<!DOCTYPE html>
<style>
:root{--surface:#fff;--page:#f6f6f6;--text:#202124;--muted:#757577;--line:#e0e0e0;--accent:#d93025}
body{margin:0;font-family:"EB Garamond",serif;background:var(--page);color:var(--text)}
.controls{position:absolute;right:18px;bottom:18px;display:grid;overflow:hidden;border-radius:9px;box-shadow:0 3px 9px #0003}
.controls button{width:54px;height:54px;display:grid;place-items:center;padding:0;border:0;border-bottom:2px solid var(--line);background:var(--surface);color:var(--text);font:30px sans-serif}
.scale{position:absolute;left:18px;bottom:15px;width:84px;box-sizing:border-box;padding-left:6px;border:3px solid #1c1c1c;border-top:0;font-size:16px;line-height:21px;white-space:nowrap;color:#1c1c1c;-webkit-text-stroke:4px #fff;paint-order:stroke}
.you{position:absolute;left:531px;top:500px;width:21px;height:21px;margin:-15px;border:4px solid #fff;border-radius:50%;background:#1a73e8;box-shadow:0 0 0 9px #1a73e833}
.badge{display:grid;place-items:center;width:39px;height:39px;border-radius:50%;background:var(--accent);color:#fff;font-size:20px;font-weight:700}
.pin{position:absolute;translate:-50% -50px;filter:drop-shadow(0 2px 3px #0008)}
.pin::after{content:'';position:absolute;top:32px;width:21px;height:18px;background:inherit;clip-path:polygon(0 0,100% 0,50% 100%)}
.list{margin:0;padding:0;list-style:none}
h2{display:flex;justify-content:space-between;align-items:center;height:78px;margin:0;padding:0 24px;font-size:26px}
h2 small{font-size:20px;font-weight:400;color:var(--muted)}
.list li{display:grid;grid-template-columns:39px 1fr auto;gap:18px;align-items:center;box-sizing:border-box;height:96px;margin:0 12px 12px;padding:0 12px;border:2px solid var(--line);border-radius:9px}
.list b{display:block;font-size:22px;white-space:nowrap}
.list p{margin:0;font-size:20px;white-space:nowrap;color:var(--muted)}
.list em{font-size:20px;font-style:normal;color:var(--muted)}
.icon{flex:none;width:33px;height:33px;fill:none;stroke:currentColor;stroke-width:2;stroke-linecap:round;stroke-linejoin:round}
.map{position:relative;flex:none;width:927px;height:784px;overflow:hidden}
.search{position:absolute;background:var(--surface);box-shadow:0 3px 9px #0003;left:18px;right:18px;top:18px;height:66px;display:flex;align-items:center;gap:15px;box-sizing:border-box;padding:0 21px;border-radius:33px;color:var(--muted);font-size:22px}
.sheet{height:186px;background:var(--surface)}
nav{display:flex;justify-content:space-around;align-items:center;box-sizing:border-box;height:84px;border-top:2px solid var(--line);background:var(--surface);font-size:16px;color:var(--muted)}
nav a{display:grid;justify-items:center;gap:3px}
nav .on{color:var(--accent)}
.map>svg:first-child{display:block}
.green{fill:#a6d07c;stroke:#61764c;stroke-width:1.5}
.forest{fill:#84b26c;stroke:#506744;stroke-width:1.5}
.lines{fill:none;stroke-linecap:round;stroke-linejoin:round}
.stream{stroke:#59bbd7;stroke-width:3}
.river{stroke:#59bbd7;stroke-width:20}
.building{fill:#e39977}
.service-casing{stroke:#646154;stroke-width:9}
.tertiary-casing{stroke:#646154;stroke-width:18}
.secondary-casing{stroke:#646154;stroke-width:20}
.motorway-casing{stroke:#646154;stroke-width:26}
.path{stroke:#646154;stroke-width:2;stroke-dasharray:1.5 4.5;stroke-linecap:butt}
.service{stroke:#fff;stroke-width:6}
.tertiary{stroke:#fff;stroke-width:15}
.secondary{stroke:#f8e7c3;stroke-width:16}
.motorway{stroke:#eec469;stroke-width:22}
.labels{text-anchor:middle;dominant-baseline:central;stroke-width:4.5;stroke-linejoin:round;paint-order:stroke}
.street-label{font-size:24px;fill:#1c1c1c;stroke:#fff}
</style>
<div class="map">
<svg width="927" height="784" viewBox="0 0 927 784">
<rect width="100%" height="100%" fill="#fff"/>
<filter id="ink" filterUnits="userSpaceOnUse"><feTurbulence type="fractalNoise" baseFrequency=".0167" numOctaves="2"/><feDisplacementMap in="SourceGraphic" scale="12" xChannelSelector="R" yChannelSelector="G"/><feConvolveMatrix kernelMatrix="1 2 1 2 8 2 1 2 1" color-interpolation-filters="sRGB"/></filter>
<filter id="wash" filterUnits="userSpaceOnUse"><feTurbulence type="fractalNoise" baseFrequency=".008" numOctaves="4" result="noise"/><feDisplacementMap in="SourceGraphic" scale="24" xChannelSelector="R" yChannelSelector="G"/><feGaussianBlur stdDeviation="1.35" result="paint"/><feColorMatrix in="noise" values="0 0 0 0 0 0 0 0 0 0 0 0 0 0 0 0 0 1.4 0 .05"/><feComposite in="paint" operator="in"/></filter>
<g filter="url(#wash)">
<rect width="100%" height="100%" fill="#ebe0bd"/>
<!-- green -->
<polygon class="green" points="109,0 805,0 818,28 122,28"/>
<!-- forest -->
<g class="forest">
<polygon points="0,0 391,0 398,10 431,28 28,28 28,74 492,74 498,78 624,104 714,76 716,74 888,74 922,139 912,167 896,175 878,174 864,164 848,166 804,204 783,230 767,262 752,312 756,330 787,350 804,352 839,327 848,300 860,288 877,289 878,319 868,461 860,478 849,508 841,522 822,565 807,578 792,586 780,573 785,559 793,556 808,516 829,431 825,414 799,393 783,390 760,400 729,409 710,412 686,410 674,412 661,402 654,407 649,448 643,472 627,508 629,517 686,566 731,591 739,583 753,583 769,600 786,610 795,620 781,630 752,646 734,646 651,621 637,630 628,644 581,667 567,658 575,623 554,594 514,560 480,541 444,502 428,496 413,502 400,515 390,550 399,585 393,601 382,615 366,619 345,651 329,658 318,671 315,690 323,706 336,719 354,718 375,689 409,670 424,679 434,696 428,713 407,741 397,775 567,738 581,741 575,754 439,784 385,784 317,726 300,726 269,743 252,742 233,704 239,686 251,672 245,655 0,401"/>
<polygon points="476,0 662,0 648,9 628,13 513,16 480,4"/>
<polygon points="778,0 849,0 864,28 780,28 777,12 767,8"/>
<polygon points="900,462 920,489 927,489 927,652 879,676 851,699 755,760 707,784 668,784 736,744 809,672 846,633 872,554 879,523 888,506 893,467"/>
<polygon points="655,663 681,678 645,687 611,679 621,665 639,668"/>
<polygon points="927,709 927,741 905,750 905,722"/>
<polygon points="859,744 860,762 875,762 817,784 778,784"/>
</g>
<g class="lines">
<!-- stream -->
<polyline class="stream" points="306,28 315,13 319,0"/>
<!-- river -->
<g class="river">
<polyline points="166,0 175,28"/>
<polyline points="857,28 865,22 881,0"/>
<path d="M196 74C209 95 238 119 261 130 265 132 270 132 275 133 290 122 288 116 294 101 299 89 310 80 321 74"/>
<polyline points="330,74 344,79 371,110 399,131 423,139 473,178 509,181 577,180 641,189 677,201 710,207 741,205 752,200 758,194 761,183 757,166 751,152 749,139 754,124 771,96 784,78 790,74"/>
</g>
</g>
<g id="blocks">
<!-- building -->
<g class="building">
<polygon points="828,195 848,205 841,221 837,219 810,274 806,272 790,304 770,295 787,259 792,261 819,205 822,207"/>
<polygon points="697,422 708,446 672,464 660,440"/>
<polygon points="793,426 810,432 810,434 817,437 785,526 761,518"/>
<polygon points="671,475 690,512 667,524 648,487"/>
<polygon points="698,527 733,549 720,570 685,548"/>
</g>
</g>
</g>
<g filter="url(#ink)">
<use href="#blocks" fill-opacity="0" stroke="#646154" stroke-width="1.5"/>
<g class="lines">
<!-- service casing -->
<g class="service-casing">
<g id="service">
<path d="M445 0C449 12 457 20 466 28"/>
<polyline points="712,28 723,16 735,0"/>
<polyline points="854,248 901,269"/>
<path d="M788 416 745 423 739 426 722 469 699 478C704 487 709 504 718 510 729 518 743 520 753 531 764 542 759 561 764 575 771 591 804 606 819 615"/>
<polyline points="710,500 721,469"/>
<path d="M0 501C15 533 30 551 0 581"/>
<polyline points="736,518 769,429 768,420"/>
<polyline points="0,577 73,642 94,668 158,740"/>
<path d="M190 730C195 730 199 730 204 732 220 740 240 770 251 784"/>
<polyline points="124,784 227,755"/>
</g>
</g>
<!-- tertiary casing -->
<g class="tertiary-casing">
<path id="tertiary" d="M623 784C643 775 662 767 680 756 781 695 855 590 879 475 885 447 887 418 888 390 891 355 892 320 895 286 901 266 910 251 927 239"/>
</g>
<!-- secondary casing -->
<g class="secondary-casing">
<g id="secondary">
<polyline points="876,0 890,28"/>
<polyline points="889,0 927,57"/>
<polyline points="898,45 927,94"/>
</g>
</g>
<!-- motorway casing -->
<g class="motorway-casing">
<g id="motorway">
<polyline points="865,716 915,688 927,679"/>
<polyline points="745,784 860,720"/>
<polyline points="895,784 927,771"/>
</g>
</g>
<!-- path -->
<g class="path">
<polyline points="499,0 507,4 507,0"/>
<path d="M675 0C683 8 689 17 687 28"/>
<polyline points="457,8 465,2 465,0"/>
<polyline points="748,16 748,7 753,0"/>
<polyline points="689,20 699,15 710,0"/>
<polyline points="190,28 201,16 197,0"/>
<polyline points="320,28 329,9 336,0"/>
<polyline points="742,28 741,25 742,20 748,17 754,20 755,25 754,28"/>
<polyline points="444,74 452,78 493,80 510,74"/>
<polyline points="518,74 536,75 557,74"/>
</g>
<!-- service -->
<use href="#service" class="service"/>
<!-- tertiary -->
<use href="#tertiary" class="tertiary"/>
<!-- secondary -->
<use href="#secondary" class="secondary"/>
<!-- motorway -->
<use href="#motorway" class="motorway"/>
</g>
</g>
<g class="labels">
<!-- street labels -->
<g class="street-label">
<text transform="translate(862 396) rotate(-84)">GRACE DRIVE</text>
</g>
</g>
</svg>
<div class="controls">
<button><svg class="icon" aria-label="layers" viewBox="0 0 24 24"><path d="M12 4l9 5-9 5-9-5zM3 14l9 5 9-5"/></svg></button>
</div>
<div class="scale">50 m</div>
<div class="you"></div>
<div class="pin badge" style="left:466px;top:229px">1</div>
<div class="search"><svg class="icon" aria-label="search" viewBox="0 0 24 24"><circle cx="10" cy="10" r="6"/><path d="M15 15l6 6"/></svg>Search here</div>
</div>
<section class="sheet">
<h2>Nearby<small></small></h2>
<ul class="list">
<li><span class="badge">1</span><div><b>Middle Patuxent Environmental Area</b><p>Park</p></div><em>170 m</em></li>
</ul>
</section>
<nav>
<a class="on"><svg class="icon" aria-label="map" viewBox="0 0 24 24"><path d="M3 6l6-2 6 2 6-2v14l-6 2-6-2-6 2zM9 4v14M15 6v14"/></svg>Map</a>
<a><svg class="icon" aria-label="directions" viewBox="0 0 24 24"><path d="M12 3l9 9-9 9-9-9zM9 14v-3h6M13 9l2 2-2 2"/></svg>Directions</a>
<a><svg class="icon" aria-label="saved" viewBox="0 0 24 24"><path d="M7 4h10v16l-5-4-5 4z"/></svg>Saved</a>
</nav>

◆ ◆ ◆

Work to be completed: When the word "controls" occurs in a line above, list that line.

Answer area:
.controls{position:absolute;right:18px;bottom:18px;display:grid;overflow:hidden;border-radius:9px;box-shadow:0 3px 9px #0003}
.controls button{width:54px;height:54px;display:grid;place-items:center;padding:0;border:0;border-bottom:2px solid var(--line);background:var(--surface);color:var(--text);font:30px sans-serif}
<div class="controls">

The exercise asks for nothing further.